Materials provided Block Start

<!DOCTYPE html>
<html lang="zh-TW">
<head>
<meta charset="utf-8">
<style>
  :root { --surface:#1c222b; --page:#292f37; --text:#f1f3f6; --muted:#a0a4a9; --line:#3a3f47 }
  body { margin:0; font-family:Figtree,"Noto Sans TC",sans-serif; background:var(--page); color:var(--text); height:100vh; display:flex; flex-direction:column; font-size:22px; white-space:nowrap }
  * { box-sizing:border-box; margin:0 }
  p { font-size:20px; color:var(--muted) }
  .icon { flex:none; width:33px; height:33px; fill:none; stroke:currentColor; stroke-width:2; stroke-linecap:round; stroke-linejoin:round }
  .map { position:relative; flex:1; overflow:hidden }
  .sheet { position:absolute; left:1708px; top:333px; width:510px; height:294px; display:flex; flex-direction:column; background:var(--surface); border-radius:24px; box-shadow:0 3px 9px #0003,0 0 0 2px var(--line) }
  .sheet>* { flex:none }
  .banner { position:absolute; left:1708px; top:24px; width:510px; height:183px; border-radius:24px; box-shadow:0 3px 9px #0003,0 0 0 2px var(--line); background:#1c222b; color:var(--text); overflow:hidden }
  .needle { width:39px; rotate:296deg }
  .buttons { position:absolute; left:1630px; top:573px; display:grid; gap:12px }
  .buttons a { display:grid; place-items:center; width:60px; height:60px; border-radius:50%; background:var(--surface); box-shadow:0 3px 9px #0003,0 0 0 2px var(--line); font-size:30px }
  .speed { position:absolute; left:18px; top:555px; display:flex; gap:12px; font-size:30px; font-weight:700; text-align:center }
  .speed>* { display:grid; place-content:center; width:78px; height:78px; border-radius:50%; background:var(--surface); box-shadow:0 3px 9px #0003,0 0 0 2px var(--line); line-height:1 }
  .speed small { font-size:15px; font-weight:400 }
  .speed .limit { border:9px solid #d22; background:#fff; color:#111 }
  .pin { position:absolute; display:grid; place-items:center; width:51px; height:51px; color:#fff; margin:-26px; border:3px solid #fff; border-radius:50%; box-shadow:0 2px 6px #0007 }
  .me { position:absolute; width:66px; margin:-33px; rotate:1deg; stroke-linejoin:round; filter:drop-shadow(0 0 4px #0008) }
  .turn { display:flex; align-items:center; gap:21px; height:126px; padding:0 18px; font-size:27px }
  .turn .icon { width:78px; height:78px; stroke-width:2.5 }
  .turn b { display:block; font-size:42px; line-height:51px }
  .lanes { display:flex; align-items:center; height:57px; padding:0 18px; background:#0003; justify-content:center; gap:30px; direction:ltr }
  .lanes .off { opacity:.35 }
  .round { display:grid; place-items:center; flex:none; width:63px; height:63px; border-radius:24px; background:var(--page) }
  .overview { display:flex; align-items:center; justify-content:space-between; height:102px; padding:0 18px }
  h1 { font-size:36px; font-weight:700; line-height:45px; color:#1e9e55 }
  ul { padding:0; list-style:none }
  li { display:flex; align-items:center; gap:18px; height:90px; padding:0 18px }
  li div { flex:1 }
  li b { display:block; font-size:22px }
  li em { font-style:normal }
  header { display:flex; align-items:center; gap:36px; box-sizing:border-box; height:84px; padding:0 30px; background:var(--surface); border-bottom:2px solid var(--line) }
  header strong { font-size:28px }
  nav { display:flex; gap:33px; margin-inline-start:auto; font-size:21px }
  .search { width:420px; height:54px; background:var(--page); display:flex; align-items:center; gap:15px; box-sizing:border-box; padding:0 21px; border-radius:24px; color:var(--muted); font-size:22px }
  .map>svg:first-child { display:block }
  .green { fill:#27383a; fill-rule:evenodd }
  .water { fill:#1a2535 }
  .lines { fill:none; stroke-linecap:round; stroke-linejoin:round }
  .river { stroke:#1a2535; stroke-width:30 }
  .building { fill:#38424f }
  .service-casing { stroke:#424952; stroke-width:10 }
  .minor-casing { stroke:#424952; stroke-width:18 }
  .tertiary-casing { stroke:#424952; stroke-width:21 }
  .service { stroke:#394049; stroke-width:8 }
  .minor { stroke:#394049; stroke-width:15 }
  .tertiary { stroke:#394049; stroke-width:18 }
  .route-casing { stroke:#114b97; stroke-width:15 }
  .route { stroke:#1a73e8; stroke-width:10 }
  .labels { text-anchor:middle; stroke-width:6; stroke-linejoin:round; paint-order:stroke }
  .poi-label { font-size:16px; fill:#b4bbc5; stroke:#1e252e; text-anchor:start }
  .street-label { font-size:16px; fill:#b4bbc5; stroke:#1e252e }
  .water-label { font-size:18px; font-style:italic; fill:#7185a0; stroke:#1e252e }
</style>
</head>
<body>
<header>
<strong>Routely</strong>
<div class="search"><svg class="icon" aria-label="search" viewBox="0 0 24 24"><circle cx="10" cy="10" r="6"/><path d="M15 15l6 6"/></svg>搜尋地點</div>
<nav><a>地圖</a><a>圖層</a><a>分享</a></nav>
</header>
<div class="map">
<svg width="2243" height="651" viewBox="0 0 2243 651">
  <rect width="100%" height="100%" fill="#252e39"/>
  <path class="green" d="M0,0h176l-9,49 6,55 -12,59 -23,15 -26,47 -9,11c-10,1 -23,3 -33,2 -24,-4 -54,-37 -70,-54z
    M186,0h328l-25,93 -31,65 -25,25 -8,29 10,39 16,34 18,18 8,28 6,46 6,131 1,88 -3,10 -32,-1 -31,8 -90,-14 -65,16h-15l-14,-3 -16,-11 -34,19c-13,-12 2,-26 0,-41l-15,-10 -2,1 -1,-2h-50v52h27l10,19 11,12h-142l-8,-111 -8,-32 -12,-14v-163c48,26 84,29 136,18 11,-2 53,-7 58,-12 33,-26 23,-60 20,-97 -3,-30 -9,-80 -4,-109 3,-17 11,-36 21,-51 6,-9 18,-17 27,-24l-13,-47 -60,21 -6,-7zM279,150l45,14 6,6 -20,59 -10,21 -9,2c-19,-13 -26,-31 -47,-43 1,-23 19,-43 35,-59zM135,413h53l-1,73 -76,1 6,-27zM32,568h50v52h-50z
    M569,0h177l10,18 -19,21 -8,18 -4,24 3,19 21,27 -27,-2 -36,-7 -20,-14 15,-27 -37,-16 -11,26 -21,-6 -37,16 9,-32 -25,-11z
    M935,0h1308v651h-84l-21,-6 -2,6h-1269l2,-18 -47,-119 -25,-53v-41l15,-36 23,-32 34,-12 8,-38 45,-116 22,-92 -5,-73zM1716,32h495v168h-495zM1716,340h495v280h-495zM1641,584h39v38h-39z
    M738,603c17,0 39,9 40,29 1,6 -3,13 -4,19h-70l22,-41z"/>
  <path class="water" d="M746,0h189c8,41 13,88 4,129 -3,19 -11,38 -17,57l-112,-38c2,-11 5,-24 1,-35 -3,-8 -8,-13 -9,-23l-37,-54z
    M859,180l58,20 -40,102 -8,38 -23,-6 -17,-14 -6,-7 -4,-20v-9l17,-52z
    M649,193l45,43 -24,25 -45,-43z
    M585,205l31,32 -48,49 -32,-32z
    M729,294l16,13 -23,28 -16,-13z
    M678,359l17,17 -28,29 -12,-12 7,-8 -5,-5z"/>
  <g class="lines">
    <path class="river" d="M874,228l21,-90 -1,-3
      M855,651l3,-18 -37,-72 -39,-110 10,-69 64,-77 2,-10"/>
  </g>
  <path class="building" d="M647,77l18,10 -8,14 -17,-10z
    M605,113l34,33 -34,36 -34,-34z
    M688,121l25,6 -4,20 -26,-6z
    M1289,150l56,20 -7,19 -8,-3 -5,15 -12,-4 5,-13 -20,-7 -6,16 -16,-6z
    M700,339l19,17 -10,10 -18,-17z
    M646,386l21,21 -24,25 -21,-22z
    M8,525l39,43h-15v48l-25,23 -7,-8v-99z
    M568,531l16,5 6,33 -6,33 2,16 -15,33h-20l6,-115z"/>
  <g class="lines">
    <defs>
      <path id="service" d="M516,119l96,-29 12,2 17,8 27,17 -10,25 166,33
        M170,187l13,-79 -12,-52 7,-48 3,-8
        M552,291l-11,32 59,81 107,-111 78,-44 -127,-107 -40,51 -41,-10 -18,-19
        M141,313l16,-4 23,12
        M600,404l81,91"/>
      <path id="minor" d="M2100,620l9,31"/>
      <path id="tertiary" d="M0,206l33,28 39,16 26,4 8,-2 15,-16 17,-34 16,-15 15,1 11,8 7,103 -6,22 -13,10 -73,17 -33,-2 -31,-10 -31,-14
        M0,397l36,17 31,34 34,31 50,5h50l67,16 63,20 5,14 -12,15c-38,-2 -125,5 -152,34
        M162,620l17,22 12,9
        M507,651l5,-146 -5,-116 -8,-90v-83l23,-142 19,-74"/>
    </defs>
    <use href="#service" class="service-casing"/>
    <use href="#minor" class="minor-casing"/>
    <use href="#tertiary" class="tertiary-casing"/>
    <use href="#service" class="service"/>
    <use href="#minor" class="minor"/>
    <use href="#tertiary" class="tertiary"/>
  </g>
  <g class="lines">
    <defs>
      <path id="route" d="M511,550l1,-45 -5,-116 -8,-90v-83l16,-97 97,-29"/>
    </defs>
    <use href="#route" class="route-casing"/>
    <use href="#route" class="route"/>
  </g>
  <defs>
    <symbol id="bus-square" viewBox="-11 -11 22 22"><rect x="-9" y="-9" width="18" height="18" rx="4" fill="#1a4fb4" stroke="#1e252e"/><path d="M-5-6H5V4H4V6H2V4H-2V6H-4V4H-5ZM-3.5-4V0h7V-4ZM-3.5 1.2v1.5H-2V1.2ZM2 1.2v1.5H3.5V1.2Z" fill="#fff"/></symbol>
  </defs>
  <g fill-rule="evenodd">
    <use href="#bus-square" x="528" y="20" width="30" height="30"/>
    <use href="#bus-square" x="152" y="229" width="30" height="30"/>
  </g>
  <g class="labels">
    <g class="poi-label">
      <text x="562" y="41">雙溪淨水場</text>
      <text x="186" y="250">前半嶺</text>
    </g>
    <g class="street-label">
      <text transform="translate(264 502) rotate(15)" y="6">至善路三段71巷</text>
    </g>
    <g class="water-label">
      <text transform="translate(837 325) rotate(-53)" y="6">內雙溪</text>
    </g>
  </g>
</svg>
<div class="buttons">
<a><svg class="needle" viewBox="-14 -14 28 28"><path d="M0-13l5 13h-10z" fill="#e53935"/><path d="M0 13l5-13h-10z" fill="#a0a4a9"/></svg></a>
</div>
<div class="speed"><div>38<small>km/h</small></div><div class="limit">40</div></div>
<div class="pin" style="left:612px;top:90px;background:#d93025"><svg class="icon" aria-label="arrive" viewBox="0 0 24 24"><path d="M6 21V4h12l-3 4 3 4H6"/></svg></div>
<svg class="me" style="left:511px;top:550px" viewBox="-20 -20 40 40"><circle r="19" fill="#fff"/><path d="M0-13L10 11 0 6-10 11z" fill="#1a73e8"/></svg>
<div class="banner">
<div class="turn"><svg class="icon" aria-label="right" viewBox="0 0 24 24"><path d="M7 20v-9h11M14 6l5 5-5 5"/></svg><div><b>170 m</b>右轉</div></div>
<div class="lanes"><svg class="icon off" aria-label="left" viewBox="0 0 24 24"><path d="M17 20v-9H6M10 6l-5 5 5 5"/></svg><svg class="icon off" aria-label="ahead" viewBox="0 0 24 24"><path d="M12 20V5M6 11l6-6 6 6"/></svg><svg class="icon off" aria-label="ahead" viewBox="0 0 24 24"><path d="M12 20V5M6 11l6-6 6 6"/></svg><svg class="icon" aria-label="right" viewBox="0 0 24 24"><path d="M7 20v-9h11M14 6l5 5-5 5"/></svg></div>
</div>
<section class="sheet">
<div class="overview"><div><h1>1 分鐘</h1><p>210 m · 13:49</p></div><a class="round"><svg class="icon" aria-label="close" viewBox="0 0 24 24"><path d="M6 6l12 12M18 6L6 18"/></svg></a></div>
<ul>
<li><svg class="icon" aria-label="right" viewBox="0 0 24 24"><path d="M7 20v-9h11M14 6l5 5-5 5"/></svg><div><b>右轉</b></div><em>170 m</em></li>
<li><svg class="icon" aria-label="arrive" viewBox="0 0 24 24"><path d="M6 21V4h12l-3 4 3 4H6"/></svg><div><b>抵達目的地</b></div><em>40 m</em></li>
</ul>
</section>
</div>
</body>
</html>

Materials provided Block End
Materials provided Block Start

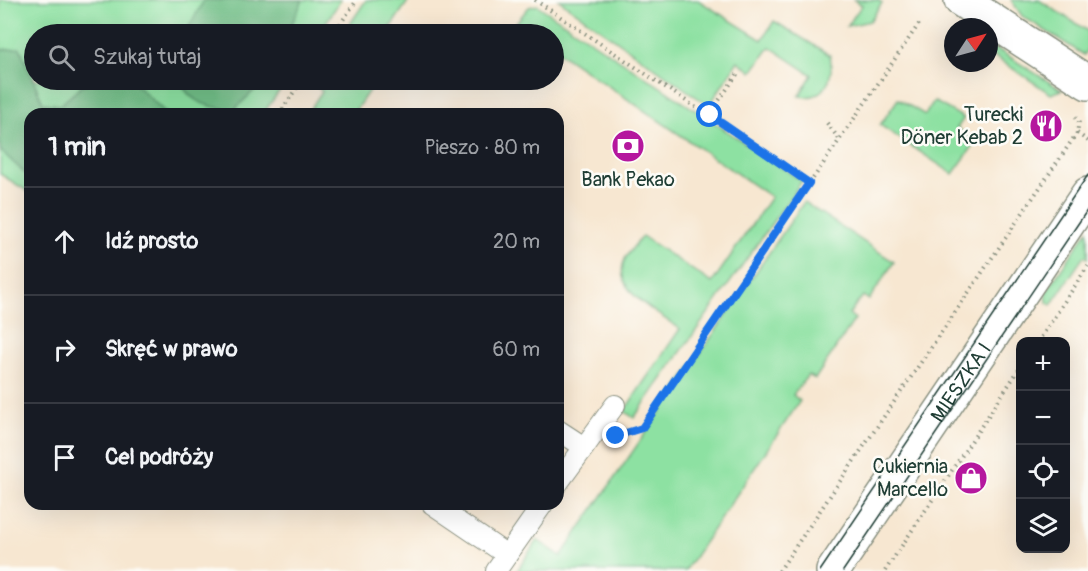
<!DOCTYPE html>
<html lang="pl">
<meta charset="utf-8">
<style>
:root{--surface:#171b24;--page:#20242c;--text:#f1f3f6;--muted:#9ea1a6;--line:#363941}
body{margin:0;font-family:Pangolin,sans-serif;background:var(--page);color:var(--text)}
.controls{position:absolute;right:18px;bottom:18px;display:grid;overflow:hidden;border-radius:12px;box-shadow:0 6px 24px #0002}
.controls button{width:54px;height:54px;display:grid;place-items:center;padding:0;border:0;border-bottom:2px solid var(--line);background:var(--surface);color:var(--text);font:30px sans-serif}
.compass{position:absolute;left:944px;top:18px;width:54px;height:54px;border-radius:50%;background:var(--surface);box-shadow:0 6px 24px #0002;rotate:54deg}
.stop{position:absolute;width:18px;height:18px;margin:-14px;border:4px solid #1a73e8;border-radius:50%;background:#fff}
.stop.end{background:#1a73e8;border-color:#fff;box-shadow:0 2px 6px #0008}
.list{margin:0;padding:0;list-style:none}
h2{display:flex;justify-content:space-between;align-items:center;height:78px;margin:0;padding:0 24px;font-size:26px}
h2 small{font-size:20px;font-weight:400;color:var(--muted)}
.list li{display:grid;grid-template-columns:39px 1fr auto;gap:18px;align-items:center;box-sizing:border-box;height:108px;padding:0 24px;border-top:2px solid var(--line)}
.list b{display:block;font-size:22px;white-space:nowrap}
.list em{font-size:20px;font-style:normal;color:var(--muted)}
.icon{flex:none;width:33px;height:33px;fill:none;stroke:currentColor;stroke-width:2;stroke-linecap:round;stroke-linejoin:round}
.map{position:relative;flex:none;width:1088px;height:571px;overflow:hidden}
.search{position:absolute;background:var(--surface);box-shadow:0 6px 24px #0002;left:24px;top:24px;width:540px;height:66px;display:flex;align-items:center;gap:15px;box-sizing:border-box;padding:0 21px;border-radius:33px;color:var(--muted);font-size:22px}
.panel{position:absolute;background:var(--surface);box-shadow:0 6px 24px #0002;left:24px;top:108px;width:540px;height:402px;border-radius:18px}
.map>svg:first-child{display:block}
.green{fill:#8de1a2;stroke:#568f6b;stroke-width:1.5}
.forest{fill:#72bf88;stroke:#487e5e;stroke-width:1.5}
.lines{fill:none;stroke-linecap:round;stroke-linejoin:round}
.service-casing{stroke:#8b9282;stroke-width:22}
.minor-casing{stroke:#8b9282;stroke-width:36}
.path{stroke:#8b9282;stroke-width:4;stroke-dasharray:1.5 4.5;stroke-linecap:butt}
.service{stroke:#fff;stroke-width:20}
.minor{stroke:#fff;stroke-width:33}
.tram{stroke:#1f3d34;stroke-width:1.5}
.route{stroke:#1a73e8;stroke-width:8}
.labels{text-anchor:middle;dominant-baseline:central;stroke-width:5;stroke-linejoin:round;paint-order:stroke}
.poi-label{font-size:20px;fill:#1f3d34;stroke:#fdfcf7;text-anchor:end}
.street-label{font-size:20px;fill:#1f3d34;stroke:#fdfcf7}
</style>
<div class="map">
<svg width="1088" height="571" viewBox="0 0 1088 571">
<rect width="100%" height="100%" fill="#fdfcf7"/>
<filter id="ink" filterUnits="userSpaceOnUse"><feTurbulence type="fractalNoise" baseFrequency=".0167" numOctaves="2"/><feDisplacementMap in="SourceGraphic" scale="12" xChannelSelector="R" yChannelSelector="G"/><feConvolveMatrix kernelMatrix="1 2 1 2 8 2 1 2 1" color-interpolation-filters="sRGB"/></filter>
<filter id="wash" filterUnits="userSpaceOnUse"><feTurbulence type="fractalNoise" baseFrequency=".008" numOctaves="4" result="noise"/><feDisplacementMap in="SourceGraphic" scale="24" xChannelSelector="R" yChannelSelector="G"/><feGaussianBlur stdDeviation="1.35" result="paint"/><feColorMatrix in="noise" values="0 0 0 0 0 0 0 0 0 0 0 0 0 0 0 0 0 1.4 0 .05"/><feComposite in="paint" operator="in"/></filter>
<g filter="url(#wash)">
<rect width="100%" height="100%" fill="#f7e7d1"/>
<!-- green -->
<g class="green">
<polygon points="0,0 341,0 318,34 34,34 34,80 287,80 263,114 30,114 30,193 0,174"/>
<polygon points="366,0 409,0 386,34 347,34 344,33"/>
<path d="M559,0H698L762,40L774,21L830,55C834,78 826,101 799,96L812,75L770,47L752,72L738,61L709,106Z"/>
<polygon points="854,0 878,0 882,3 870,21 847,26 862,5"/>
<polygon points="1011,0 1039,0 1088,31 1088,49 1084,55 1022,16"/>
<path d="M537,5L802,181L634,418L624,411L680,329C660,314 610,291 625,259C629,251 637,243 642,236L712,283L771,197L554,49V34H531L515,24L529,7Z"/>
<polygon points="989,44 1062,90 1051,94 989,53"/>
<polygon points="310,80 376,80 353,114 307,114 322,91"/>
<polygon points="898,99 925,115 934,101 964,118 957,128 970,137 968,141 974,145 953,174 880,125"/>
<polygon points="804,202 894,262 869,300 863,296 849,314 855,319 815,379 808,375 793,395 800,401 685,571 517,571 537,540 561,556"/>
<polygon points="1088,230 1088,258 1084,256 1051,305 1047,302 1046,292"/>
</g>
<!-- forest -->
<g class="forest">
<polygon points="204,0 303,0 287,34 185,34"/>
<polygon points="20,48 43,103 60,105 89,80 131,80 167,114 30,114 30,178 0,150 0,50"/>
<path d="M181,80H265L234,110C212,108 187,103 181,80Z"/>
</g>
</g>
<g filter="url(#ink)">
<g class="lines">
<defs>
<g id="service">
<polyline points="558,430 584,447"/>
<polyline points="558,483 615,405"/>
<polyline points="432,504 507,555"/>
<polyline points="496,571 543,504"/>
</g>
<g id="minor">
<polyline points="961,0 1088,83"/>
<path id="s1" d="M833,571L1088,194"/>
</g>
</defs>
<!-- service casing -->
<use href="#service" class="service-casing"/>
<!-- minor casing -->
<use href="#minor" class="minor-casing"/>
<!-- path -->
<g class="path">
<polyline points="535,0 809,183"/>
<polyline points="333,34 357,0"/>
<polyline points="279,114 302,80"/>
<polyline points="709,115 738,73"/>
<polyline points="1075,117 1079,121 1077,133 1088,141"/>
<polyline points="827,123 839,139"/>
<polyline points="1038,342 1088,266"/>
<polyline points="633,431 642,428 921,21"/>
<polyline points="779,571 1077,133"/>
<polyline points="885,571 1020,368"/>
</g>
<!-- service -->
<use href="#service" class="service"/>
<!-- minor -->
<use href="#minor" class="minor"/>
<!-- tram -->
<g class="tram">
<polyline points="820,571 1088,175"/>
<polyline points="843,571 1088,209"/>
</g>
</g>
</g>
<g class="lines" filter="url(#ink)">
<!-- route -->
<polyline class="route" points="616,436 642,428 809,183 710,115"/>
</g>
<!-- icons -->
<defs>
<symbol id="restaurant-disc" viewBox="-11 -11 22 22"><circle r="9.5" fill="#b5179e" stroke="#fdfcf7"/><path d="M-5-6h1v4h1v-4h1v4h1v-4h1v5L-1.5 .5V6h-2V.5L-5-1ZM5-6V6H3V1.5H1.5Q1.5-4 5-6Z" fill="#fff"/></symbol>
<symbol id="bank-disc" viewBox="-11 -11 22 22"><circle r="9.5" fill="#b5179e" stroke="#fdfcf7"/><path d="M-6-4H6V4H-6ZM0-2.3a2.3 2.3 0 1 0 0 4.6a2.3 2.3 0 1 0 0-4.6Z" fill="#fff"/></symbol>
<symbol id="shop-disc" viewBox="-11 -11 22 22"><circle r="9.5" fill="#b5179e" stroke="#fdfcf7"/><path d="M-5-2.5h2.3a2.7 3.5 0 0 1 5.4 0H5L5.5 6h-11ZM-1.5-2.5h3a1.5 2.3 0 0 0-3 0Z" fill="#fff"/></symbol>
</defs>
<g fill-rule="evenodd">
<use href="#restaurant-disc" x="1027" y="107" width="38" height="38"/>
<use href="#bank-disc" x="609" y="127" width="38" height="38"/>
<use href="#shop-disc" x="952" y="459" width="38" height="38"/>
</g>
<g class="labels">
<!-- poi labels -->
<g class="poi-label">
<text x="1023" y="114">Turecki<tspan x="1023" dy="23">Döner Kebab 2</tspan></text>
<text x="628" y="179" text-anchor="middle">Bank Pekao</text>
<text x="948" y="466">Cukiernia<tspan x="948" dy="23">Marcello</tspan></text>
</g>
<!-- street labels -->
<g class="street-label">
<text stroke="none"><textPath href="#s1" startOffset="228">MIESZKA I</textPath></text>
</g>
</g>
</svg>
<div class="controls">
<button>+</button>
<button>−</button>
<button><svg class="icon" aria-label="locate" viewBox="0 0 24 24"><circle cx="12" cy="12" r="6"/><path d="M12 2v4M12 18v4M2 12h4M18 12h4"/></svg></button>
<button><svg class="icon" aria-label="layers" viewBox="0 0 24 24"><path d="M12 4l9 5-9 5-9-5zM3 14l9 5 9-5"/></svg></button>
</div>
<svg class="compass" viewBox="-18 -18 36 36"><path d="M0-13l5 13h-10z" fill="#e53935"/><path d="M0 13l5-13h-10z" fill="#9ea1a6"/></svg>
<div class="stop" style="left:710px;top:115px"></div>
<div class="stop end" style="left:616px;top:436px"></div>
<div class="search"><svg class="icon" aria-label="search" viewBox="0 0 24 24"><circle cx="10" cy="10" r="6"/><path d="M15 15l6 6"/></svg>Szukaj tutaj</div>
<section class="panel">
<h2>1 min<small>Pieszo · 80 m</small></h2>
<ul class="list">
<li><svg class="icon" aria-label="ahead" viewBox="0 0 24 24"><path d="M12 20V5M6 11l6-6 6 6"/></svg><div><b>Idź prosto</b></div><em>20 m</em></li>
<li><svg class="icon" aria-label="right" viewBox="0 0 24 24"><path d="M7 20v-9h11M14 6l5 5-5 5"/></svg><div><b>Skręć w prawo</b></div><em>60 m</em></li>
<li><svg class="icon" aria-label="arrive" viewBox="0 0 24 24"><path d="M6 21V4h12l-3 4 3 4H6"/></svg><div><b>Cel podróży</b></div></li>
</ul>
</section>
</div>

Materials provided Block End

Exercise instructions
Only the lines holding the string "compass" are needed; copy each of them from the material above.

Task solution
.compass{position:absolute;left:944px;top:18px;width:54px;height:54px;border-radius:50%;background:var(--surface);box-shadow:0 6px 24px #0002;rotate:54deg}
<svg class="compass" viewBox="-18 -18 36 36"><path d="M0-13l5 13h-10z" fill="#e53935"/><path d="M0 13l5-13h-10z" fill="#9ea1a6"/></svg>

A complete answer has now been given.